Why am I still with him. My two daughters have each chosen a man who is emotionally and physically available, thank goodness. I was just told that today when I told a friend how lonely it gets being married to a doctor and how I miss having my bestfriend around.
If all the Mormons truly were the pricks we often claim them to be, then Mormonism would be the perfect punishment for them. This is legitimately how it is for most dudes in Mormondumb. We had lots of sex and fun. Accept yourself, and feel God accepting you, and everything else will follow. There are some gems like admission to peep stone in a hat translation to the book of Mormon and angels with swords commanding polygamy, but if someone believes Joseph Smith really did stuff his face into a hat and translate scriptures about ancient jews coming to America, it means they are insane, and you can't reason with an insane person. I am not one to be interest with his paycheck, since i am accountant myself. In particular, I relate to the fact that I'm feeling more like a booty call these days and it's making me start to resent him. But no one can move on to one of the 3 Kingdoms until they accept Christ and totally repent. In five short days.

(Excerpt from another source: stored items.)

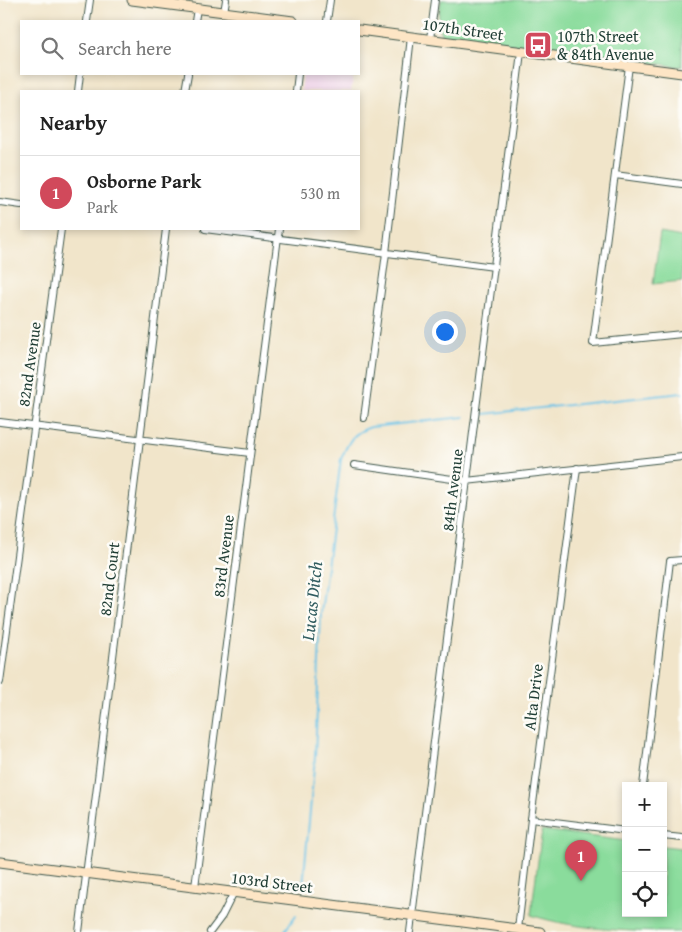 <!DOCTYPE html>
<meta charset="utf-8">
<style>
body{margin:0;font-family:"Gentium Book Plus",serif;background:#f6f6f6;color:#222}
.controls{position:absolute;right:15px;bottom:15px;display:grid;overflow:hidden;border-radius:0px;box-shadow:0 2px 8px #0003}
.controls button{width:45px;height:45px;display:grid;place-items:center;padding:0;border:0;border-bottom:1px solid #e0e0e0;background:#fff;color:#222;font:25px sans-serif}
.you{position:absolute;left:444px;top:331px;width:18px;height:18px;margin:-12px;border:4px solid #fff;border-radius:50%;background:#1a73e8;box-shadow:0 0 0 8px #1a73e833}
.badge{display:grid;place-items:center;width:32px;height:32px;border-radius:50%;background:#d1495b;color:#fff;font-size:16px;font-weight:700}
.pin{position:absolute;translate:-50% -41px;filter:drop-shadow(0 1px 2px #0008)}
.pin::after{content:'';position:absolute;top:26px;width:18px;height:15px;background:inherit;clip-path:polygon(0 0,100% 0,50% 100%)}
.list{margin:0;padding:0;list-style:none}
h2{display:flex;justify-content:space-between;align-items:center;height:65px;margin:0;padding:0 20px;font-size:21px}
h2 small{font-size:16px;font-weight:400;color:#767676}
.list li{display:grid;grid-template-columns:32px 1fr auto;gap:15px;align-items:center;box-sizing:border-box;height:75px;padding:0 20px;border-top:1px solid #e0e0e0}
.list b{display:block;font-size:19px;white-space:nowrap}
.list p{margin:0;font-size:16px;white-space:nowrap;color:#767676}
.list em{font-size:16px;font-style:normal;color:#767676}
.icon{flex:none;width:28px;height:28px;fill:none;stroke:currentColor;stroke-width:2;stroke-linecap:round;stroke-linejoin:round}
.map{position:relative;flex:none;width:682px;height:932px;overflow:hidden}
.search{position:absolute;background:#fff;box-shadow:0 2px 8px #0003;left:20px;top:20px;width:340px;height:55px;display:flex;align-items:center;gap:12px;box-sizing:border-box;padding:0 18px;border-radius:0px;color:#767676;font-size:19px}
.panel{position:absolute;background:#fff;box-shadow:0 2px 8px #0003;left:20px;top:90px;width:340px;height:140px;border-radius:0px}
.map>svg:first-child{display:block}
.built{fill:#eed0e8}
.green{fill:#8adc9c;stroke:#548c68}
.lines{fill:none;stroke-linecap:round;stroke-linejoin:round}
.stream{stroke:#6ac3e7;stroke-width:2}
.street-casing{stroke:#3e564a;stroke-width:8}
.secondary-casing{stroke:#3e564a;stroke-width:11}
.street{stroke:#fff;stroke-width:6}
.secondary{stroke:#fde5c5;stroke-width:9}
.labels{text-anchor:middle;stroke-width:5;stroke-linejoin:round;paint-order:stroke}
.street-label{font-size:16px;fill:#1f3d34;stroke:#fdfcf7}
.poi-label{font-size:16px;fill:#1f3d34;stroke:#fdfcf7;text-anchor:start}
.water-label{font-size:18px;font-style:italic;fill:#325e61;stroke:#fdfcf7}
</style>
<div class="map">
<svg width="682" height="932" viewBox="0 0 682 932">
<rect width="100%" height="100%" fill="#fdfcf7"/>
<filter id="ink" filterUnits="userSpaceOnUse"><feTurbulence type="fractalNoise" baseFrequency=".02" numOctaves="2"/><feDisplacementMap in="SourceGraphic" scale="10" xChannelSelector="R" yChannelSelector="G"/><feConvolveMatrix kernelMatrix="1 2 1 2 8 2 1 2 1" color-interpolation-filters="sRGB"/></filter>
<filter id="wash" filterUnits="userSpaceOnUse"><feTurbulence type="fractalNoise" baseFrequency=".0096" numOctaves="4" result="noise"/><feDisplacementMap in="SourceGraphic" scale="20" xChannelSelector="R" yChannelSelector="G"/><feGaussianBlur stdDeviation="1.12" result="paint"/><feColorMatrix in="noise" values="0 0 0 0 0 0 0 0 0 0 0 0 0 0 0 0 0 1.4 0 .05"/><feComposite in="paint" operator="in"/></filter>
<g filter="url(#wash)">
<rect width="100%" height="100%" fill="#f1e5ca"/>
<path class="built" d="M303 74H344V77L353 78 351 91H301Z"/>
<g class="green">
<path d="M441 0H682V67L442 35C435 25 440 11 441 0Z"/>
<path d="M660 233 682 237V281L653 284Z"/>
<path d="M542 830 626 841V913H663V846L682 848V932C635 932 576 930 531 915Z"/>
</g>
<g class="lines">
<g class="stream">
<path d="M484 414 682 393"/>
<path d="M303 886 315 757 321 613 341 459C349 441 352 433 371 427L464 417"/>
<path d="M284 932 296 915"/>
</g>
</g>
</g>
<g filter="url(#ink)">
<g class="lines">
<g class="street-casing">
<g id="street">
<path d="M224 12 226 0"/>
<path d="M87 21 90 0"/>
<path d="M195 21 197 9"/>
<path d="M327 21 330 0"/>
<path d="M430 39 435 0"/>
<path d="M629 66 593 343 682 334"/>
<path d="M78 91 80 74"/>
<path d="M185 91 188 74"/>
<path d="M296 91 298 74"/>
<path d="M615 175 682 184"/>
<path d="M0 202 21 205"/>
<path d="M205 229 494 267"/>
<path d="M364 418 386 253 411 37"/>
<path d="M0 422 250 453"/>
<path d="M354 465 466 481 682 457"/>
<path d="M0 682 61 229"/>
<path d="M643 786 670 561 682 560"/>
<path d="M531 819 626 831"/>
<path d="M663 836 682 838"/>
<path d="M195 887 279 229"/>
<path d="M518 929 531 819 577 468"/>
<path d="M79 932 166 229"/>
<path d="M210 932 222 916 234 892"/>
<path d="M410 932 521 52"/>
</g>
</g>
<g class="secondary-casing">
<g id="secondary">
<path d="M132 0 293 21"/>
<path d="M359 30 682 73"/>
<path d="M0 862 540 932"/>
</g>
</g>
<use href="#street" class="street"/>
<use href="#secondary" class="secondary"/>
</g>
</g>
<defs>
<g id="bus-square" transform="scale(1.4375)"><rect x="-9" y="-9" width="18" height="18" rx="4" fill="#d1495b" stroke="#fdfcf7"/><path d="M-5-6H5V4H4V6H2V4H-2V6H-4V4H-5ZM-3.5-4V0h7V-4ZM-3.5 1.2v1.5H-2V1.2ZM2 1.2v1.5H3.5V1.2Z" fill="#fff"/></g>
</defs>
<g fill-rule="evenodd">
<use href="#bus-square" x="538" y="45"/>
</g>
<g class="labels">
<g class="street-label">
<text transform="translate(463 29) rotate(8)" y="6">107th Street</text>
<text transform="translate(29 364) rotate(-82)" y="6">82nd Avenue</text>
<text transform="translate(452 490) rotate(-83)" y="6">84th Avenue</text>
<text transform="translate(223 556) rotate(-83)" y="6">83rd Avenue</text>
<text transform="translate(109 579) rotate(-83)" y="6">82nd Court</text>
<text transform="translate(533 697) rotate(-83)" y="6">Alta Drive</text>
<text transform="translate(272 882) rotate(7)" y="6">103rd Street</text>
</g>
<g class="poi-label">
<text x="557" y="42">107th Street<tspan x="557" dy="18">&amp; 84th Avenue</tspan></text>
</g>
<g class="water-label">
<text transform="translate(312 601) rotate(-84)" y="6">Lucas Ditch</text>
</g>
</g>
</svg>
<div class="controls">
<button>+</button>
<button>−</button>
<button><svg class="icon" aria-label="locate" viewBox="0 0 24 24"><circle cx="12" cy="12" r="6"/><path d="M12 2v4M12 18v4M2 12h4M18 12h4"/></svg></button>
</div>
<div class="you"></div>
<div class="pin badge" style="left:581px;top:881px">1</div>
<div class="search"><svg class="icon" aria-label="search" viewBox="0 0 24 24"><circle cx="10" cy="10" r="6"/><path d="M15 15l6 6"/></svg>Search here</div>
<section class="panel">
<h2>Nearby<small></small></h2>
<ul class="list">
<li><span class="badge">1</span><div><b>Osborne Park</b><p>Park</p></div><em>530 m</em></li>
</ul>
</section>
</div>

Maybe he found a nice Mormon girl after all. This blog has been so helpful. See to it that she is aware of your plan, so you both can properly dress. Meaning that unless you are willing to become Mormon And your savings account. Up to this point, she has just assumed that all atheists are innately evil people. No nagging, no emotional neediness, etc. I think my husband would do okay with the loneliness - just like I do.
It is hard work. I know, there is a world, which I have traveled, that have a life so much more difficult than I. She needs to be, and maybe she will get there.